I used a cells_per_step of 6, which results in an overlap of 75% considering 64 pixels is the size of the original sampling rate, with 8 cells and 8 pix per cell. This overlap seemed to work better than a 25% or 50% overlap, however, false positives still surface. I kept a scale of 1.5 which was used in the lesson. This resulted in a total of 32 windows. Additionally, I applied a ystart value of 400 and ystop of 656 which only allows searching to be conducted within these bounds (ignores anything above the road).
2. Show some examples of test images to demonstrate how your pipeline is working. What did you do to optimize the performance of your classifier?
I used an RGB2YCrCb
conversion when searching through an image. The image was further separated into three channels. HOG features, spatial binning, and color histagrams were extracted from the image to develop a robust feature vector pipeline. This was necessary to optimize the performance of the classifier.
Here is an image showing the output of the sliding window search with HOG images included:
1. Provide a link to your final video output. Your pipeline should perform reasonably well on the entire project video (somewhat wobbly or unstable bounding boxes are ok as long as you are identifying the vehicles most of the time with minimal false positives.)
Here's a link to my video result
2. Describe how (and identify where in your code) you implemented some kind of filter for false positives and some method for combining overlapping bounding boxes.
The code for processing each video frame can be found in the 12th code cell of the IPython notebook called vehicle_detection_notebook.ipynb.
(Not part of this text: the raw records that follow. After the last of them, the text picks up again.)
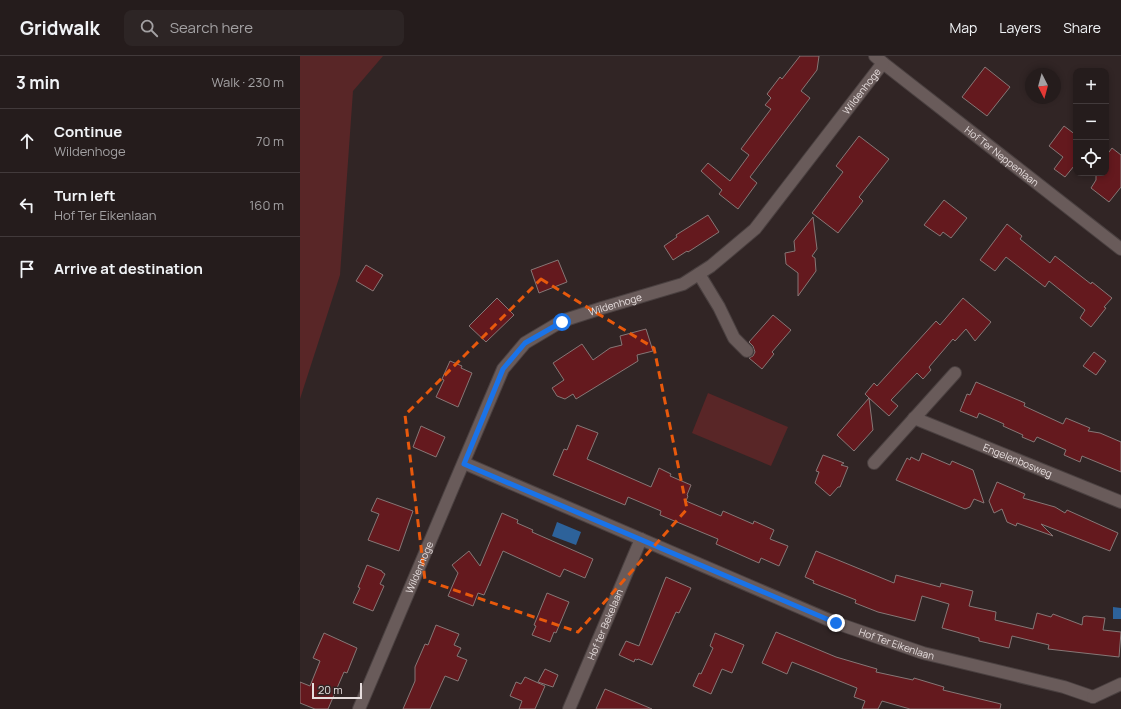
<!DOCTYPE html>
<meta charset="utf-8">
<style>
:root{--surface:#251c1c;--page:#2d2525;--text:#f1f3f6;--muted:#a3a1a3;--line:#423a3b}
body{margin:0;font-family:Manrope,sans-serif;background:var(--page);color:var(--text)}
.controls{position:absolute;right:12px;top:12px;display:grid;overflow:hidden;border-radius:8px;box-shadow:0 2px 6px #0003}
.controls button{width:36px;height:36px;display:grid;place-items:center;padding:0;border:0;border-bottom:1px solid var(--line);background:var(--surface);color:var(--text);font:20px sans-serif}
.compass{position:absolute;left:725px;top:12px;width:36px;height:36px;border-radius:50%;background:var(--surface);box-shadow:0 2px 6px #0003;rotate:174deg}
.scale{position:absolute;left:12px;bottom:10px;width:50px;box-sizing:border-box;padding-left:4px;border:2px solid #e6dddd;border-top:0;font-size:11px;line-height:14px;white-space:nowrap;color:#e6dddd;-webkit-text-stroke:3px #312525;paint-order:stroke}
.stop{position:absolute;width:12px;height:12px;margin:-9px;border:3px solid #1a73e8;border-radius:50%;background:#fff}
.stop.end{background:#1a73e8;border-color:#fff;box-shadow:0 1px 4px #0008}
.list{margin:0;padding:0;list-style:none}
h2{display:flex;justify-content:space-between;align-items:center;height:52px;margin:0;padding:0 16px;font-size:17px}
h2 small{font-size:13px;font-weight:400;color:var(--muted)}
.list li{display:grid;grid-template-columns:26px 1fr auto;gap:12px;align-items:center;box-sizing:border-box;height:64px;padding:0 16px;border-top:1px solid var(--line)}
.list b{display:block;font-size:15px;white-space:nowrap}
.list p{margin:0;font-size:13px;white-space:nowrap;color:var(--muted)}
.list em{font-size:13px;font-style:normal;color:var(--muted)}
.icon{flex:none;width:22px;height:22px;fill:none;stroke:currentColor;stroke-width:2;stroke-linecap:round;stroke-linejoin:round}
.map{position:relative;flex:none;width:821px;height:653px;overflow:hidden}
header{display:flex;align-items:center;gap:24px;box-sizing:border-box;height:56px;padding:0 20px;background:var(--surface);border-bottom:1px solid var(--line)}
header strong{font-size:19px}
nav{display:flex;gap:22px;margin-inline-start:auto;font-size:14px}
.search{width:280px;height:36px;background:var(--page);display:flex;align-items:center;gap:10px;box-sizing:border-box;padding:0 14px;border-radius:8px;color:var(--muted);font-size:15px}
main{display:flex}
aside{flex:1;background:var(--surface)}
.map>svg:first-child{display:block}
.green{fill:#592627}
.water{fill:#2d629a}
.building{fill:#64191e;stroke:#867776}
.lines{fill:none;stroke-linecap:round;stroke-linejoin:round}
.minor-casing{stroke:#4a4040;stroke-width:14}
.minor{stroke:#695b5a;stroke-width:12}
.route{stroke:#1a73e8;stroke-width:5}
.marked{fill:none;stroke:#e8590c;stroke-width:3;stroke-dasharray:8 5;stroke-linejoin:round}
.labels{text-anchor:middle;stroke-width:3;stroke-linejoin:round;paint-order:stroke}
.street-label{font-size:10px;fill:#e6dddd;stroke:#312525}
</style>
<header>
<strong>Gridwalk</strong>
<div class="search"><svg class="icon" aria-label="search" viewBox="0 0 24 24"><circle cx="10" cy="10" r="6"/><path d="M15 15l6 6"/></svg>Search here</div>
<nav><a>Map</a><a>Layers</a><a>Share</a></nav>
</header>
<main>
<aside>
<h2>3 min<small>Walk · 230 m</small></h2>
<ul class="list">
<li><svg class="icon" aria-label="ahead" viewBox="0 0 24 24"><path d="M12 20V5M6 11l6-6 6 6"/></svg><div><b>Continue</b><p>Wildenhoge</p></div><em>70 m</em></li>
<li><svg class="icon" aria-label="left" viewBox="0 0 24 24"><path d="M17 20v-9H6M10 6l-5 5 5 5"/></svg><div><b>Turn left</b><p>Hof Ter Eikenlaan</p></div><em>160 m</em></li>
<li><svg class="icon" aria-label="arrive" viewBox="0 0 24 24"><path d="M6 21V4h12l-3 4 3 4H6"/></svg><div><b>Arrive at destination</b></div></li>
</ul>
</aside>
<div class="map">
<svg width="821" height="653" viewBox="0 0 821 653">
<rect width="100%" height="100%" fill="#312525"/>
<g class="green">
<polygon points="0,0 83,0 53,35 40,219 0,343"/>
<polygon points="408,337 488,371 471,410 392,377"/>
</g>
<g class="water">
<polygon points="257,466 281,476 276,489 252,480"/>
<polygon points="813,551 821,552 821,563 813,563"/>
</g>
<g class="building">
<polygon points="500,0 519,0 517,14 501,35 510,42 450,121 457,127 438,153 419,138 422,134 401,115 408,107 430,125 449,99 441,93 471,53 465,49 471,42 467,38 480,21 482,23"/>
<polygon points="685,11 710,31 687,60 662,41"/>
<polygon points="764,70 776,79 776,111 774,110 765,121 754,113 763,101 749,90"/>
<polygon points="559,80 589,103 559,141 563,145 538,177 512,157 543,116 536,110"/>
<polygon points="812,92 821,99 821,131 809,146 791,132 796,124 796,117 806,117 806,100"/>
<polygon points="644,144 667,162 651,182 643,176 640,180 624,169"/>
<polygon points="408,159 419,176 388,196 387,195 373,204 364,190 377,181 376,179"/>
<polygon points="513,161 517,193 512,200 515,202 516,215 498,240 498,217 486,208 485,197 495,195 494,185"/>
<polygon points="707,168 722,180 720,183 750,207 755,200 791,228 792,226 812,242 804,251 806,252 791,271 780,262 785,254 749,225 745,231 706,201 695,215 680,204"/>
<polygon points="258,204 267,226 239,237 231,214"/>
<polygon points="66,209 83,219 73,235 56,225"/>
<polygon points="197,242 214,259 186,286 169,270"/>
<polygon points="663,242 691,266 675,285 666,273 655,285 653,283 629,311 631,314 623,323 617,317 591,344 598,350 589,360 569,342 573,374 554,395 537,379 569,342 565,338 574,327 577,330 636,265 640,269"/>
<polygon points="473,259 491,274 472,296 474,298 462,313 449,302 453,300 455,296 453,290 449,286"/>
<polygon points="346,273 353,295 337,299 338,305 276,343 273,338 265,343 257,340 252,332 264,324 253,307 282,288 293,304 310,292 322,289 320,280"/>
<polygon points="794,296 806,305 796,319 783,310"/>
<polygon points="150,305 162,310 161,312 172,317 158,351 136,341 144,324 142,323"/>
<polygon points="676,326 725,347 724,350 763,368 766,362 790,372 788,375 800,377 821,386 821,416 782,400 780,406 764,399 766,394 737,381 734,386 722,381 723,379 703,370 704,368 679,357 677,362 660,355 667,338 670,339"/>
<polygon points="277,369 298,377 287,403 351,431 359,412 371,418 370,420 391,429 387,439 388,440 386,445 421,460 423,455 453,468 454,465 474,474 470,483 488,490 479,510 461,502 459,507 432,495 416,488 418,483 360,459 361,455 328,441 325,449 253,419 264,393 267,394"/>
<polygon points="121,370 145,381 136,401 113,391"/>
<polygon points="622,397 650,409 652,405 673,414 684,447 674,443 670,451 665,453 596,424 607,402 610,404 611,401 619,405"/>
<polygon points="523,399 544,407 541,409 548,411 540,431 538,431 530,440 515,427 519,416 516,415"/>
<polygon points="697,426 725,438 723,442 755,451 765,457 767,454 818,477 810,495 741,468 753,480 717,467 716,470 707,466 702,453 694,457 689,445"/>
<polygon points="77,442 113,455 99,495 68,484 79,458 71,455"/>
<polygon points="202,457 218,464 217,467 233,474 232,476 293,503 285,522 264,513 260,521 203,495 184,539 178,537 173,550 148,540 158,517 152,509 169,495 180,510"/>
<polygon points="516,495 594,527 596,519 640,531 641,527 673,535 669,550 696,556 695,564 733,573 737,557 751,561 753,558 782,569 783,561 786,560 805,562 803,574 821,576 819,601 748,593 749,589 712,580 709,592 679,585 679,582 642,572 649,548 622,540 615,565 578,556 555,547 556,544 513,527 514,525 505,521"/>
<polygon points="67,509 82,515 82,516 85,518 80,528 84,530 73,555 53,547 60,532 58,531"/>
<polygon points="366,521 391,532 379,557 376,556 352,609 338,603 337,604 335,603 334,606 319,599 326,585 339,590"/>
<polygon points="247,537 269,546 256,577 254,576 250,586 232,579 236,570 234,569"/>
<polygon points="136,569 159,578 154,589 161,592 157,600 167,604 158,625 145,620 130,653 103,653 115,625 115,611 125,588 128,589"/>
<polygon points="476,576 536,601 577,613 576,616 613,624 614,622 644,631 643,634 701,648 700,653 610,653 582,645 578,653 562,653 565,645 554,641 557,632 492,606 487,618 462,607"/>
<polygon points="24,577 57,592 47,617 44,616 28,653 15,653 0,647 0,626 10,630 20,605 13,602"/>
<polygon points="415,577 444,589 432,617 422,613 411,638 393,630 399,617 401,618 413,592 410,590"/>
<polygon points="245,613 258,619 253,631 238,626"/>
<polygon points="225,621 245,630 235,653 219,653 222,645 210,640 216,626 221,628"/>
<polygon points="305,633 352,653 296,653"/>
</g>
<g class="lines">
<g class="minor-casing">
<g id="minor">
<path id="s1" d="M583,7l238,186"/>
<polyline points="399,218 419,251 434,282 447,295"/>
<path id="s2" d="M614,362l207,84"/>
<path id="s3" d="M164,407l372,160 87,30 141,34 29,10"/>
<polyline points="574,407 655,317"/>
<polyline points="793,641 821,628"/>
<path id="s4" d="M59,653l144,-340 22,-26 37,-22 40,-13 81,-24 28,-18 44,-37 128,-166 -8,-7"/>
<path id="s5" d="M269,653l72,-170"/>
</g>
</g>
<use href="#minor" class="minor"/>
</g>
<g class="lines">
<polyline class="route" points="262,266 225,287 203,313 164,408 536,567"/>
</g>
<path class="marked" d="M241,223l113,69 33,161 -109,123 -153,-52 -20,-165z"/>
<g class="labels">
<g class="street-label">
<text dy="4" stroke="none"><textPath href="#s4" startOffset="838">Wildenhoge</textPath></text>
<text dy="4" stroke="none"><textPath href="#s1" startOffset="151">Hof Ter Neppenlaan</textPath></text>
<text dy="4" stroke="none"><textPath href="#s4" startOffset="502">Wildenhoge</textPath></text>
<text dy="4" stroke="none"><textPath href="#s2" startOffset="112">Engelenbosweg</textPath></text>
<text dy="4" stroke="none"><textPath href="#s4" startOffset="154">Wildenhoge</textPath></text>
<text dy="4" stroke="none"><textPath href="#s5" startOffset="92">Hof ter Bekelaan</textPath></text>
<text dy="4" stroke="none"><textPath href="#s3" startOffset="469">Hof Ter Eikenlaan</textPath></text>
</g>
</g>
</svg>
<div class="controls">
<button>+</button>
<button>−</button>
<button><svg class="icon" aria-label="locate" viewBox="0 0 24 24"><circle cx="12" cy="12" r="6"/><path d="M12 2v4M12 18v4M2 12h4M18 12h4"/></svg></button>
</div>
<svg class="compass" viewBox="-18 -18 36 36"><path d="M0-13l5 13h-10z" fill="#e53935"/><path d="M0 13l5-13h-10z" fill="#a3a1a3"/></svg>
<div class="scale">20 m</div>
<div class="stop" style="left:262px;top:266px"></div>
<div class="stop end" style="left:536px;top:567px"></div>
</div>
</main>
The process_image function uses the find_cars to make predictions on each image frame. Furthermore, I used the apply_threshold function to slightly remove false positives from the frame. Lastly, the draw_labeled_bboxes function is used to add overlapping bounding boxes.
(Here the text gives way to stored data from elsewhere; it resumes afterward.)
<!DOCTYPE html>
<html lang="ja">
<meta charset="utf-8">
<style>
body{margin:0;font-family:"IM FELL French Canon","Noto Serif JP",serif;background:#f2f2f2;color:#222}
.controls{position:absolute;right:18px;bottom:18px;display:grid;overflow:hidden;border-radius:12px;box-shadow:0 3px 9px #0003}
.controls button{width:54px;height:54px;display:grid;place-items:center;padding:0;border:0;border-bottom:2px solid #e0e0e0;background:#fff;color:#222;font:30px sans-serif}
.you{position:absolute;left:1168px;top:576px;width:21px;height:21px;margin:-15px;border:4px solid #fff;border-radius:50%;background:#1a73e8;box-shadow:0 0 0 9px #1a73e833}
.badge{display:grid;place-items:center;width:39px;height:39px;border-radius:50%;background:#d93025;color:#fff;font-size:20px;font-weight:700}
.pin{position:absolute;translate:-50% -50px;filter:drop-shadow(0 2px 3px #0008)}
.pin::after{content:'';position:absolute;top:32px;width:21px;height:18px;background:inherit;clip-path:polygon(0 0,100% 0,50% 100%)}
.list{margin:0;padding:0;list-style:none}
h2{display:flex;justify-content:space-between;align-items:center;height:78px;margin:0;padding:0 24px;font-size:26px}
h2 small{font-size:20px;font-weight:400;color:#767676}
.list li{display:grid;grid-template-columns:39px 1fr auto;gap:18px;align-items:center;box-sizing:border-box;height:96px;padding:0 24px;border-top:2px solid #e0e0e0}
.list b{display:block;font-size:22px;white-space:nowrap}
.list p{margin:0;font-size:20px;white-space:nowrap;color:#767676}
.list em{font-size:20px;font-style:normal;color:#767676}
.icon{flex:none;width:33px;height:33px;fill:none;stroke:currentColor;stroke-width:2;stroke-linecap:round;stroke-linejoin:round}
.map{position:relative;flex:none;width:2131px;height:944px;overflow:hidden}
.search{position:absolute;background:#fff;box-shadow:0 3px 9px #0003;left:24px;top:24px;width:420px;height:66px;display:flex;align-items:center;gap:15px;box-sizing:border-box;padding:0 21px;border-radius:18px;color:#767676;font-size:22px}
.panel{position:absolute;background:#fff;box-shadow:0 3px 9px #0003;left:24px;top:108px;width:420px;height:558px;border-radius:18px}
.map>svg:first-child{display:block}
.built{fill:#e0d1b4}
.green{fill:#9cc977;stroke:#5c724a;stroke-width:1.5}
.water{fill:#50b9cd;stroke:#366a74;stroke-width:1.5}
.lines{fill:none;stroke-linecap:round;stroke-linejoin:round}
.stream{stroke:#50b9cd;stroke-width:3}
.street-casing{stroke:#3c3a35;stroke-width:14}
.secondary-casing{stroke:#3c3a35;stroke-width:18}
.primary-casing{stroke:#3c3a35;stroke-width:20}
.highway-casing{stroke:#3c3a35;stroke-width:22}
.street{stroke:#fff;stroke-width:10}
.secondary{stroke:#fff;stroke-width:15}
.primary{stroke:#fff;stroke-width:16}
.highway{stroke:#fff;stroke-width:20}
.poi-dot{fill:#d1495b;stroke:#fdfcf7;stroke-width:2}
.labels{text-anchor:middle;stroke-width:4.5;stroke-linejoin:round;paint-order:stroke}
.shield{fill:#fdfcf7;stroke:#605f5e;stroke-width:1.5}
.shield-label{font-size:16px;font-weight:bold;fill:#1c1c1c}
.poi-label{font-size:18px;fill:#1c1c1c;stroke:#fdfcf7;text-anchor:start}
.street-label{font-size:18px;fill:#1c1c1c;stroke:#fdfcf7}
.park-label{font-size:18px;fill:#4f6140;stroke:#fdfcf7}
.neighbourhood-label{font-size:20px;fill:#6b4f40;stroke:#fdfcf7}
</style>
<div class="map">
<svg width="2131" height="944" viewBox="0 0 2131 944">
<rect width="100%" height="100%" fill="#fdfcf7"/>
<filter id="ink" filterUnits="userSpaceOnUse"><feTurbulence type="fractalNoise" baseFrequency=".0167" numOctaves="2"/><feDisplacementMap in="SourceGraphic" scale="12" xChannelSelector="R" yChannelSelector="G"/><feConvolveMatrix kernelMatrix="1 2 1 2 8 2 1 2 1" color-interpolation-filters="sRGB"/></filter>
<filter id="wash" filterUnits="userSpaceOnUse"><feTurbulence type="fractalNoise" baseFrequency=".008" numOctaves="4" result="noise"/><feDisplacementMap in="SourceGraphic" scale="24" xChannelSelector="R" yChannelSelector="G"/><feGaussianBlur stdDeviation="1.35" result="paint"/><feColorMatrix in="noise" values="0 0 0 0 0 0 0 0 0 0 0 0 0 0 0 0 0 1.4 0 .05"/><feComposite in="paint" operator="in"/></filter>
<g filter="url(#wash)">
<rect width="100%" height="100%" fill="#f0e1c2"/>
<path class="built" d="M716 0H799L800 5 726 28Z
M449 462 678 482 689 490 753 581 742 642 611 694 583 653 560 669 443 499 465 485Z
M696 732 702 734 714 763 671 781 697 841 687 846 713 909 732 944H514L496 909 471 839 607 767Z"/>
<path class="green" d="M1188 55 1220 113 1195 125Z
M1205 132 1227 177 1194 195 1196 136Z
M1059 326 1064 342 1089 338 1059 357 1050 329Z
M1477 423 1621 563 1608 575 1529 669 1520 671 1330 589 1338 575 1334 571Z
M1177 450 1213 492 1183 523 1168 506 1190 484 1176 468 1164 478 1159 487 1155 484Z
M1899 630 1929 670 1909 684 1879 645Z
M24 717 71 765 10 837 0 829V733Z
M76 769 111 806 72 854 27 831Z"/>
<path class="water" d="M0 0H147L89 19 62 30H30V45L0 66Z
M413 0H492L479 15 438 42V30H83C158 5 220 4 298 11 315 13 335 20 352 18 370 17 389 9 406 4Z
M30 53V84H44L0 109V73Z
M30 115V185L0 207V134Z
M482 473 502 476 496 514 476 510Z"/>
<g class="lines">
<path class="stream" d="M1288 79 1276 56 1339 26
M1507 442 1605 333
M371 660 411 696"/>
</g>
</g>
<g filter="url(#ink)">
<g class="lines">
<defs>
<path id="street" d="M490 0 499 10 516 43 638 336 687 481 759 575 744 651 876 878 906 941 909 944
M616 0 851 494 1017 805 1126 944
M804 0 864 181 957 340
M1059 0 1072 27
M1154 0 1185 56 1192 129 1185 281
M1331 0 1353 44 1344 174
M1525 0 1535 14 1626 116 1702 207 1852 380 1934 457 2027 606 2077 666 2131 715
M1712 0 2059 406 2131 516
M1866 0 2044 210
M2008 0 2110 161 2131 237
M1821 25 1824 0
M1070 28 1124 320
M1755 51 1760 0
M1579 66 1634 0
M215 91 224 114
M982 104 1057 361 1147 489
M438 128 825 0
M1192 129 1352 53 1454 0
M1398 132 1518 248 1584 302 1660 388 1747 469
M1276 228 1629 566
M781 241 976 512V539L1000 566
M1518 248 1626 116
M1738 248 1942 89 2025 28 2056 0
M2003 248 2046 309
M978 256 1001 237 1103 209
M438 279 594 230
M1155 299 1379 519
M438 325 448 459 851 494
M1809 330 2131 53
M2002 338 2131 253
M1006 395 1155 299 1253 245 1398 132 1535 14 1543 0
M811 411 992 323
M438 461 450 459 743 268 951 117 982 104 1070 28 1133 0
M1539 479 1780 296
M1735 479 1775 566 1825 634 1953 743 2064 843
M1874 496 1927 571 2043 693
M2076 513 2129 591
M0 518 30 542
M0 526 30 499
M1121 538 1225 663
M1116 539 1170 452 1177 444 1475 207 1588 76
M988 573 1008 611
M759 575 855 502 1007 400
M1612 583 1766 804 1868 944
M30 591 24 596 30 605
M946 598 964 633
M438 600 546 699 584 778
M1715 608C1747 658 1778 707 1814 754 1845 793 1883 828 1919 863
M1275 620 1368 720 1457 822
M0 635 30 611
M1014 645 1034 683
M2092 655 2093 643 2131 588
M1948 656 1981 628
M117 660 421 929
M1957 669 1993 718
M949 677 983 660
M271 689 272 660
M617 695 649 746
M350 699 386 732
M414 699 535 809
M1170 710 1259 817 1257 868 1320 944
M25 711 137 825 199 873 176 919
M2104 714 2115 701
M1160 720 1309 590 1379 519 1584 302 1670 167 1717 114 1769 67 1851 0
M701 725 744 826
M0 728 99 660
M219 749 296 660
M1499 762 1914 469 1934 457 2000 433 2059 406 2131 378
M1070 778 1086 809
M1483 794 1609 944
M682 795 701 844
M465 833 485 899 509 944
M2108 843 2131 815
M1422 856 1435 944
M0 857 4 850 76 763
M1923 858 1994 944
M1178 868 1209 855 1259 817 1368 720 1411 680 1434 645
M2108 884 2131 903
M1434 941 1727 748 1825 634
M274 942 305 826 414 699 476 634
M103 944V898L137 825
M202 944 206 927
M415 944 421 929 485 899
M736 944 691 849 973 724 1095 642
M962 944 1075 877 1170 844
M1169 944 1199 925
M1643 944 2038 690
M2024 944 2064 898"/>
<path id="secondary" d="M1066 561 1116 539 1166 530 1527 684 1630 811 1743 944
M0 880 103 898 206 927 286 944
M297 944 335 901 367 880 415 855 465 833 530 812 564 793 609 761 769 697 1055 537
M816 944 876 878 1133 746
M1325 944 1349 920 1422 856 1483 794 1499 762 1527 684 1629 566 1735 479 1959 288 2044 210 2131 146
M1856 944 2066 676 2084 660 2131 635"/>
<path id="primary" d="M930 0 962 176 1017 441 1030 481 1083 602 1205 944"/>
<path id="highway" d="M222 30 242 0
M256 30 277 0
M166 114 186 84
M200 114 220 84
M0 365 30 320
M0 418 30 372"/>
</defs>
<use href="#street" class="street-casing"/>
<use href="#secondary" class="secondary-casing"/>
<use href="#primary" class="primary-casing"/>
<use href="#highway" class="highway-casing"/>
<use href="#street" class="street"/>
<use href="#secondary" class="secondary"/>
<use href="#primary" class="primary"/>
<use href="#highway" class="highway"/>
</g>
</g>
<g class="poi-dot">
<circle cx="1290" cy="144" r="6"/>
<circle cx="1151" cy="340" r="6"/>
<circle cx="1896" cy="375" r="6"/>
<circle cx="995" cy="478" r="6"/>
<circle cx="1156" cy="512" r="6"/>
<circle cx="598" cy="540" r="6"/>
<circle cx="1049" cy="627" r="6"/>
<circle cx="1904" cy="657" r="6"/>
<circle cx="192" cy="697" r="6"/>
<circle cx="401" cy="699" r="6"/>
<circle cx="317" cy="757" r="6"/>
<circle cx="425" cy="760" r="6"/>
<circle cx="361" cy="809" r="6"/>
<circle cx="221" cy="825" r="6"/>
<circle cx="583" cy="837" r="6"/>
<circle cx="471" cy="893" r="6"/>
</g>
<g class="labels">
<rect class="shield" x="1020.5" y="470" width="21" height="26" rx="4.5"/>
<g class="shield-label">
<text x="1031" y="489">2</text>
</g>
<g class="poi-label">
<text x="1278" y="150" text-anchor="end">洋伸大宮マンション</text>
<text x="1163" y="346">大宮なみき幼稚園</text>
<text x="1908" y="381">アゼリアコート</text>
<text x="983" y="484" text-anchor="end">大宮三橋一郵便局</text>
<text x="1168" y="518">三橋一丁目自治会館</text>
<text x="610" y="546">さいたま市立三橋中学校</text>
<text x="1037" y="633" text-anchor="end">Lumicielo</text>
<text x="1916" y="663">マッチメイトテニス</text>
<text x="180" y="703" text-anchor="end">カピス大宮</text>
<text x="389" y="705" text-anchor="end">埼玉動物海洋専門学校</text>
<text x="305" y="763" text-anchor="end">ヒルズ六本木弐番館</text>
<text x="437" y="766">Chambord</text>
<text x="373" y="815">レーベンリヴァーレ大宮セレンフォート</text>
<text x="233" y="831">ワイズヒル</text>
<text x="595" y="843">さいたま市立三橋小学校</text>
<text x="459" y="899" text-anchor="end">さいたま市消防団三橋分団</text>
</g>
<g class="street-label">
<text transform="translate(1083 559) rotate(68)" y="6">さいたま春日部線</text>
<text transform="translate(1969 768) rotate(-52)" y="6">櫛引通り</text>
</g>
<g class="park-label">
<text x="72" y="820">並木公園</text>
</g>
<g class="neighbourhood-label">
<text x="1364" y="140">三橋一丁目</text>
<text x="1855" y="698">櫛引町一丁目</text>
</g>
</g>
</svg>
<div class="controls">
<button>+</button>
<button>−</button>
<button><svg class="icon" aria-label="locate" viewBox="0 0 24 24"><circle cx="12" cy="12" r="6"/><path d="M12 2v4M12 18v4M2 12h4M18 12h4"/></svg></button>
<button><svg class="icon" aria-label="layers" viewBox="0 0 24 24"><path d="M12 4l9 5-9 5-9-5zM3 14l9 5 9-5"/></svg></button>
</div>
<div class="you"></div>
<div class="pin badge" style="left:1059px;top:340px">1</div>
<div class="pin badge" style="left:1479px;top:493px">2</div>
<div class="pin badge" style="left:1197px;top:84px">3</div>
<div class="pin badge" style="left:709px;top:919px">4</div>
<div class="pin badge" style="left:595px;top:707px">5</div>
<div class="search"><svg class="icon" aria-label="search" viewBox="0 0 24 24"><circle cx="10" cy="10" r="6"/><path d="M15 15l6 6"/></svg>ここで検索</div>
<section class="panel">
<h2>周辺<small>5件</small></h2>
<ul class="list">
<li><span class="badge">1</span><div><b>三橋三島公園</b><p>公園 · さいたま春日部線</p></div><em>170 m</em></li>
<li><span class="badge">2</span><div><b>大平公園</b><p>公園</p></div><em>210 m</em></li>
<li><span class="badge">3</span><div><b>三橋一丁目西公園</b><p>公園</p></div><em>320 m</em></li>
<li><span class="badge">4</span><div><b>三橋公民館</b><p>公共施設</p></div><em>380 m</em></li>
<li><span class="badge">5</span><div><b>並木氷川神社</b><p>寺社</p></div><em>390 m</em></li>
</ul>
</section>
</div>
1. Briefly discuss any problems / issues you faced in your implementation of this project. Where will your pipeline likely fail? What could you do to make it more robust?
Applying a threshold higher than .5 seemed to remove false positives almost too well and started to impact the true positives. It seems like it would be necessary to adjust the overlap and scale parameters to ensure this doesn't happen. Furthermore, the false positives tended to appear around the middle barrier to the left of the video, in addition to the yellow left lane lines. It seems more color extractions could be made to ensure the training data is normalized more robustly. Lastly, the pipeline could be made more robust by ensuring the ordering of the feature extractions results in the most optimal classifications.